Silvers then filed a complaint against Sony for copyright infringement, alleging that the movie "Stepmom" was substantially similar to the script for "The Other Woman." Sony moved to dismiss on the ground that Silvers lacked standing to bring an action for copyright infringement in the absence of some legal or beneficial ownership in the underlying copyright. The district court denied the motion and certified the issue for interlocutory appeal. See 28 U.S.C. § 1292(b) (providing procedure).

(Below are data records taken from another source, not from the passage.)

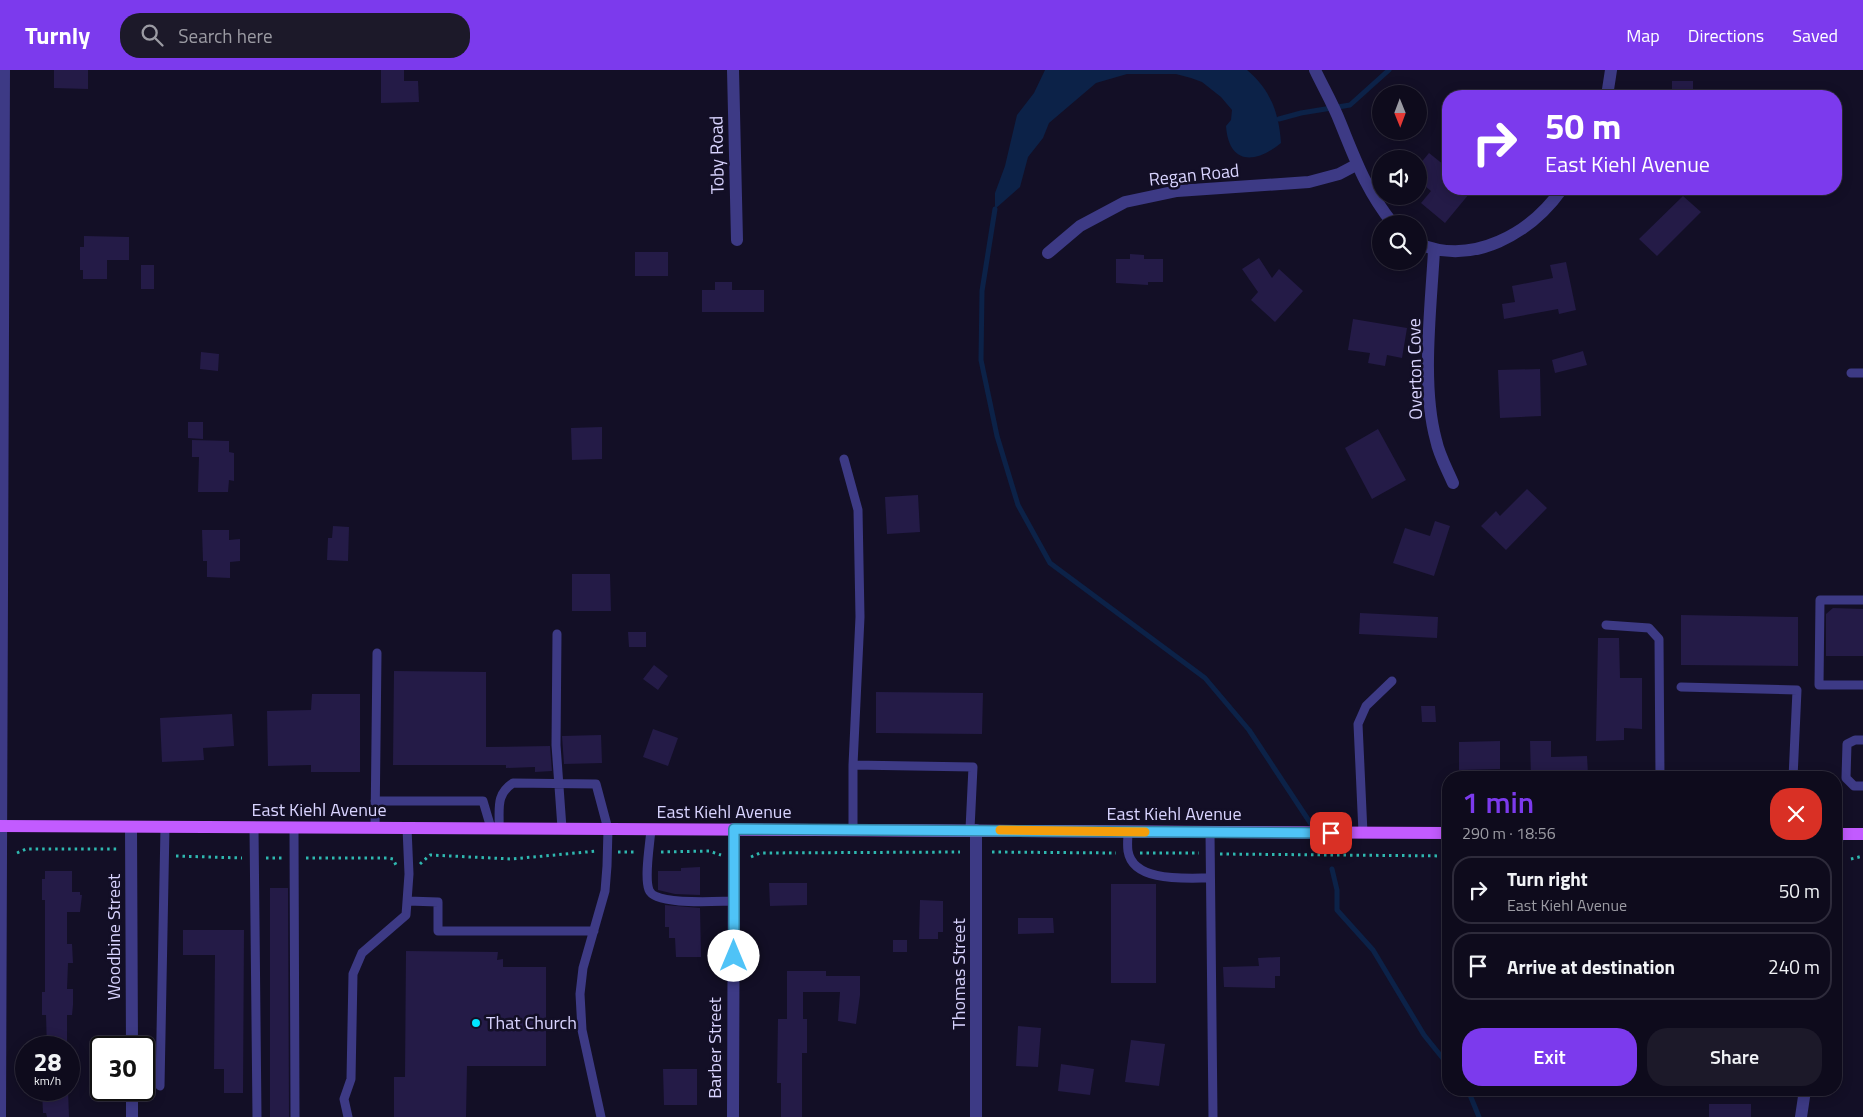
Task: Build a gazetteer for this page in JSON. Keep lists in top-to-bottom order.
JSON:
{
  "streets": {
    "main road": ["East Kiehl Avenue"],
    "street": [
      "Toby Road",
      "Regan Road",
      "Overton Cove",
      "Woodbine Street",
      "Thomas Street",
      "Barber Street"
    ]
  },
  "crossings": [
    ["East Kiehl Avenue", "Woodbine Street"],
    ["East Kiehl Avenue", "Thomas Street"],
    ["East Kiehl Avenue", "Barber Street"]
  ],
  "places": ["That Church"],
  "north": "bottom",
  "page": {
    "header": "Turnly",
    "search": "Search here",
    "nav": ["Map", "Directions", "Saved"],
    "turn": ["50 m", "East Kiehl Avenue"],
    "heading": ["1 min", "290 m · 18:56"],
    "list": [
      {
        "name": "Turn right",
        "note": "East Kiehl Avenue",
        "value": "50 m"
      },
      {
        "name": "Arrive at destination",
        "value": "240 m"
      }
    ],
    "buttons": ["Exit", "Share"],
    "speed": "28 km/h",
    "limit": "30"
  }
}
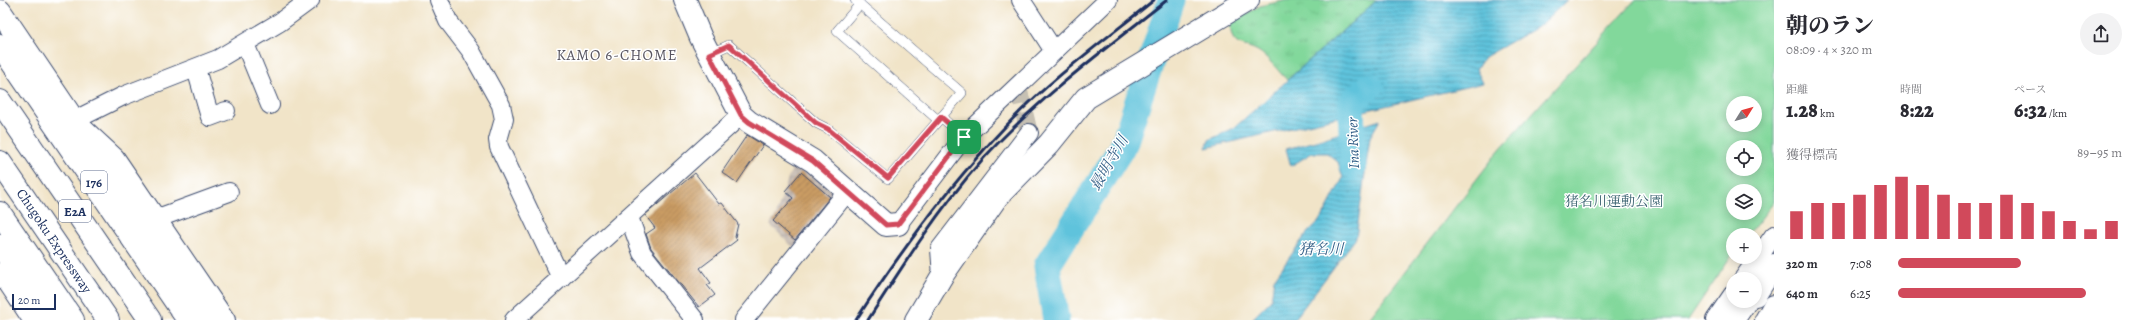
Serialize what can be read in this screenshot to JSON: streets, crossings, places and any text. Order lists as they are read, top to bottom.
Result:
{
  "streets": {
    "main road": ["176", "E2A", "Chugoku Expressway"]
  },
  "districts": ["KAMO 6-CHOME"],
  "water": ["Ina River", "最明寺川", "猪名川"],
  "parks": ["猪名川運動公園"],
  "scale_bar": "20 m",
  "north": "top right",
  "page": {
    "heading": ["朝のラン", "08:09 · 4 × 320 m"],
    "stats": [
      ["距離", "1.28 km"],
      ["時間", "8:22"],
      ["ペース", "6:32 /km"]
    ],
    "map_buttons": ["+", "−"],
    "chart": ["獲得標高", "89–95 m"],
    "list": [
      {
        "name": "320 m",
        "note": "7:08"
      },
      {
        "name": "640 m",
        "note": "6:25"
      }
    ],
    "scale": "20 m"
  }
}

A panel of this court affirmed the district court's decision. Silvers v. Sony Pictures Entm't, Inc., 330 F.3d 1204 (9th Cir.2003). The court then voted to take this case en banc, 370 F.3d 1252 (9th Cir.2004), withdrawing that opinion.
STANDARD OF REVIEW
We review de novo the district court's denial of Sony's motion to dismiss. Glen Holly Entm't v. Tektronix Inc., 352 F.3d 367, 368 (9th Cir.2003). Likewise, we review de novo the district court's resolution of legal issues. Cal. Satellite Sys. v. Seimon, 767 F.2d 1364, 1366 (9th Cir.1985).
DISCUSSION
A. The Statute
Article I, section 8, clause 8, of the Constitution states: "The Congress shall have Power ... To promote the Progress of Science and useful Arts by securing for limited Times to Authors ... the exclusive Right to their ... Writings...." As is clear from its text, that clause of the Constitution grants no substantive protections to authors. Rather, Congress is empowered to provide copyright protection.
Copyright, therefore, is a creature of statute, and the only rights that exist under copyright law are those granted by statute. As the Supreme Court wrote 170 years ago:
This right [in copyright] ... does not exist at common law-it originated, if at all, under the acts of congress. No one can deny that when the legislature are about to vest an exclusive right in an author or an inventor, they have the power to prescribe the conditions on which such right shall be enjoyed....
Wheaton v. Peters, 33 U.S. (8 Pet.) 591, 663-64, 8 L.Ed. 1055 (1834); see also Stewart v. Abend, 495 U.S. 207, 251, 110 S.Ct. 1750, 109 L.Ed.2d 184 (1990) (Stevens, J., dissenting) (stating that copyright is statutorily created); M. Kramer Mfg. Co. v. Andrews, 783 F.2d 421, 432 (4th Cir.1986) ("The right of copyright is a creature of federal statute, with its constitutional base in Article I, § 8, cl. 8."); Russell v. Price, 612 F.2d 1123, 1129 n. 17 (9th Cir.1979) ("Common-law copyright is no longer recognized under the [1976] Act...."); Microsoft Corp. v. Grey Computer, 910 F.Supp. 1077, 1084 (D.Md.1995) ("Unlike contracts, copyrights and the rights flowing therefrom are entirely creatures of statute...."). Accordingly, our starting point is the statute.
Section 501(b) of the 1976 Copyright Act establishes who is legally authorized to sue for infringement of a copyright:
The legal or beneficial owner of an exclusive right under a copyright is entitled, subject to the requirements of section 411, to institute an action for any infringement of that particular right committed while he or she is the owner of it.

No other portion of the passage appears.